What you need to do ▸
What lines of the data include the string "building"? Copy them all.

Saved entries
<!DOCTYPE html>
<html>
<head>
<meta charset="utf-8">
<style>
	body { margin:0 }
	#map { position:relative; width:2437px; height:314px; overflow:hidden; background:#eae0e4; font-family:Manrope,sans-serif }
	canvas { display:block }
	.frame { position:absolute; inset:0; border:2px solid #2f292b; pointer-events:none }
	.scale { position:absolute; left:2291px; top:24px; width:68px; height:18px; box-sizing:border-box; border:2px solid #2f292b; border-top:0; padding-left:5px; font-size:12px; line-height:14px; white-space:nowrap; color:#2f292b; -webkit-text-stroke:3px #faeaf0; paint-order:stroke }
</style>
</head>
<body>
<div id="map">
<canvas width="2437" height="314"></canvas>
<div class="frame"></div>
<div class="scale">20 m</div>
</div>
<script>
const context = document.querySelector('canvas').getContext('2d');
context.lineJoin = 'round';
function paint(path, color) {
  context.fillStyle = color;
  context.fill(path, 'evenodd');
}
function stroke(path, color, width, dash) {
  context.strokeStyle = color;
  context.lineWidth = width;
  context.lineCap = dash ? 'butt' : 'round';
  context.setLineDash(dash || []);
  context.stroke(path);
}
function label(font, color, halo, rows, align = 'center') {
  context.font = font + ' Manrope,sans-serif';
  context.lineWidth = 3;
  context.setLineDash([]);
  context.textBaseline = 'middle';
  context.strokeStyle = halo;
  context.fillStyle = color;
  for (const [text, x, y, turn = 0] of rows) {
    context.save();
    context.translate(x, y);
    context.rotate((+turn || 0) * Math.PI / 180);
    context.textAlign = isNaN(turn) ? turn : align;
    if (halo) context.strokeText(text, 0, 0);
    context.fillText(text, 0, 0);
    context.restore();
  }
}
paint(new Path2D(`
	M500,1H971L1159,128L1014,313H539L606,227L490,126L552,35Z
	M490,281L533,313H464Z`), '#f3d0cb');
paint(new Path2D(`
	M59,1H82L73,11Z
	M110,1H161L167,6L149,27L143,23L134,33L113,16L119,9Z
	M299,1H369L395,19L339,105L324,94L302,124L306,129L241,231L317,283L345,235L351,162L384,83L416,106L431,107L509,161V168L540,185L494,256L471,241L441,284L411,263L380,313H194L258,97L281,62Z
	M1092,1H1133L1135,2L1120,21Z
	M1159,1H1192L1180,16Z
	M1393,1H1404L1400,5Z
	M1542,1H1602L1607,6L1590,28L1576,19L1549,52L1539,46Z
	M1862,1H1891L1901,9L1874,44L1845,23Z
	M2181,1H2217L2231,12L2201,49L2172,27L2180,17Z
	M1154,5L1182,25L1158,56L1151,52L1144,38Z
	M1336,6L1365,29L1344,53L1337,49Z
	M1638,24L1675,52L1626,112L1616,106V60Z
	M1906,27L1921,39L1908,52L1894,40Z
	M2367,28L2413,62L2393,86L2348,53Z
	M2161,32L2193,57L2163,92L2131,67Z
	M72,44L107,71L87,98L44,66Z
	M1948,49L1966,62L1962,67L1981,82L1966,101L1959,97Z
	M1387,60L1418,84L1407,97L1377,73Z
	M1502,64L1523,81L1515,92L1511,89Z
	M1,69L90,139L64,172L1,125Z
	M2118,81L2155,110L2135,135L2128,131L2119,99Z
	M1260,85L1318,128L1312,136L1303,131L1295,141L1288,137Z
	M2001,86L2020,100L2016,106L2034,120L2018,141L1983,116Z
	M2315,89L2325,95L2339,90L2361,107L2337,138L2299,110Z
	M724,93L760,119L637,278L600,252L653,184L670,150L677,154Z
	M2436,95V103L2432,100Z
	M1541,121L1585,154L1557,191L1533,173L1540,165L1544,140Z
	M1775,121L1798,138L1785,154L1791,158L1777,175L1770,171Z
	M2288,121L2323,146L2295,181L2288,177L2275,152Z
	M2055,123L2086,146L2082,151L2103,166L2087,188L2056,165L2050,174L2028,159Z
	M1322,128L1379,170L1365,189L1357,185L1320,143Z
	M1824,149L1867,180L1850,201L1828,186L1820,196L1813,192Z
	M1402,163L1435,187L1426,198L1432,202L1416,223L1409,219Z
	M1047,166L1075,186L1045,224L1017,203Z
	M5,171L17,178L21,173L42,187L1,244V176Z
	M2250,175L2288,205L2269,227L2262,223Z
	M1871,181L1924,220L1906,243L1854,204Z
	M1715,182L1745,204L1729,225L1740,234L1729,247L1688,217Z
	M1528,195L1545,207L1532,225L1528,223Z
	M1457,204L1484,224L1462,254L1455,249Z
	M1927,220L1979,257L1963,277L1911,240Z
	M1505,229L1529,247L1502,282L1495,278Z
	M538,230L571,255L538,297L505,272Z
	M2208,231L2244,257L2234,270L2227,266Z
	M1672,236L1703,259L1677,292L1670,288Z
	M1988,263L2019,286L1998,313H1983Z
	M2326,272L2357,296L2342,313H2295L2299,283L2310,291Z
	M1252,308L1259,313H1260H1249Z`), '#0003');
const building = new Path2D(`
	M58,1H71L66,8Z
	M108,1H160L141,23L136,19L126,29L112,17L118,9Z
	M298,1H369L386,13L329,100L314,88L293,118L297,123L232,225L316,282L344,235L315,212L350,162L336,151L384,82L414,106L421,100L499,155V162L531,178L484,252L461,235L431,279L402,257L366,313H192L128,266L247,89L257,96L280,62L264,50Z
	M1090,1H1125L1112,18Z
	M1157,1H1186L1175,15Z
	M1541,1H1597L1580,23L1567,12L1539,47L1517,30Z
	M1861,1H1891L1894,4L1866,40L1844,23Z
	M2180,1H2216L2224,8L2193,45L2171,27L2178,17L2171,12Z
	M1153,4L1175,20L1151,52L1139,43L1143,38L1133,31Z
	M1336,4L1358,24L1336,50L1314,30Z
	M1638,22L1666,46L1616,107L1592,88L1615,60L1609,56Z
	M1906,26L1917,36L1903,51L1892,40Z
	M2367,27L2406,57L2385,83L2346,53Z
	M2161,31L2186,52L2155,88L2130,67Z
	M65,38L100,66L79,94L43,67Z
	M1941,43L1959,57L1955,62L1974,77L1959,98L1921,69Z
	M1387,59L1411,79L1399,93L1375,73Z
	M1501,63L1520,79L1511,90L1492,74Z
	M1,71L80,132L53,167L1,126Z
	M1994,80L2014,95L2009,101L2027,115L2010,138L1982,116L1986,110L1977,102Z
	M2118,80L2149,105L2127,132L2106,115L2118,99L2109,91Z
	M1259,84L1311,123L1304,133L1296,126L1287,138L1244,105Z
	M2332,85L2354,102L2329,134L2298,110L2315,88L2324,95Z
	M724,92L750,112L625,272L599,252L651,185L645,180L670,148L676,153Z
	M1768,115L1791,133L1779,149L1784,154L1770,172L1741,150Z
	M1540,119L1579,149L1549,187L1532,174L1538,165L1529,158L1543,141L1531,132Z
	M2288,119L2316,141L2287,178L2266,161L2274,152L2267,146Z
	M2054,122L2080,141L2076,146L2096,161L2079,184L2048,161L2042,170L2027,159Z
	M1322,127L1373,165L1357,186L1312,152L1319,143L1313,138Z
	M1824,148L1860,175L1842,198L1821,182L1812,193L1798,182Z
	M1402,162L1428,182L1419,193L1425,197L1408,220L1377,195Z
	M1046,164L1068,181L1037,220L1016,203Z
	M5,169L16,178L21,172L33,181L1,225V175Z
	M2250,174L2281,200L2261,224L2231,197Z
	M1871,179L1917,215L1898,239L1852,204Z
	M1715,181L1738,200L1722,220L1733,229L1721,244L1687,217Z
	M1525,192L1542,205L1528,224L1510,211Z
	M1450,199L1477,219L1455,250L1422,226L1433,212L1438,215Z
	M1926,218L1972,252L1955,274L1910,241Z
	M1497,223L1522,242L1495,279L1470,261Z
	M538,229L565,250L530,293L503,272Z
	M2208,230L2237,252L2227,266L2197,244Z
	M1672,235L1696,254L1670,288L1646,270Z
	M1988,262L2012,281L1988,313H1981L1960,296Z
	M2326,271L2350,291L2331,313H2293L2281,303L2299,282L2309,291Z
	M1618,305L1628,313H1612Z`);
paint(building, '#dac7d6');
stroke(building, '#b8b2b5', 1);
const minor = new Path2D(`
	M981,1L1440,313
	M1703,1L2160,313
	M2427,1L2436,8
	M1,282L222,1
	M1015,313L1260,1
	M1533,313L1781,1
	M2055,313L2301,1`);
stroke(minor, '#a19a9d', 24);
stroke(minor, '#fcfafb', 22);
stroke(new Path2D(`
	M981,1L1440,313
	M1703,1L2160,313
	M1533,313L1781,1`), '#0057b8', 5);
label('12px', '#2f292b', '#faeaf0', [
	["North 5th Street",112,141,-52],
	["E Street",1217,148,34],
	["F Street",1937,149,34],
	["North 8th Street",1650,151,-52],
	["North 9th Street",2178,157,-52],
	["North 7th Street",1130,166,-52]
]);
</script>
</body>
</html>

Result for this exercise ▸
const building = new Path2D(`
paint(building, '#dac7d6');
stroke(building, '#b8b2b5', 1);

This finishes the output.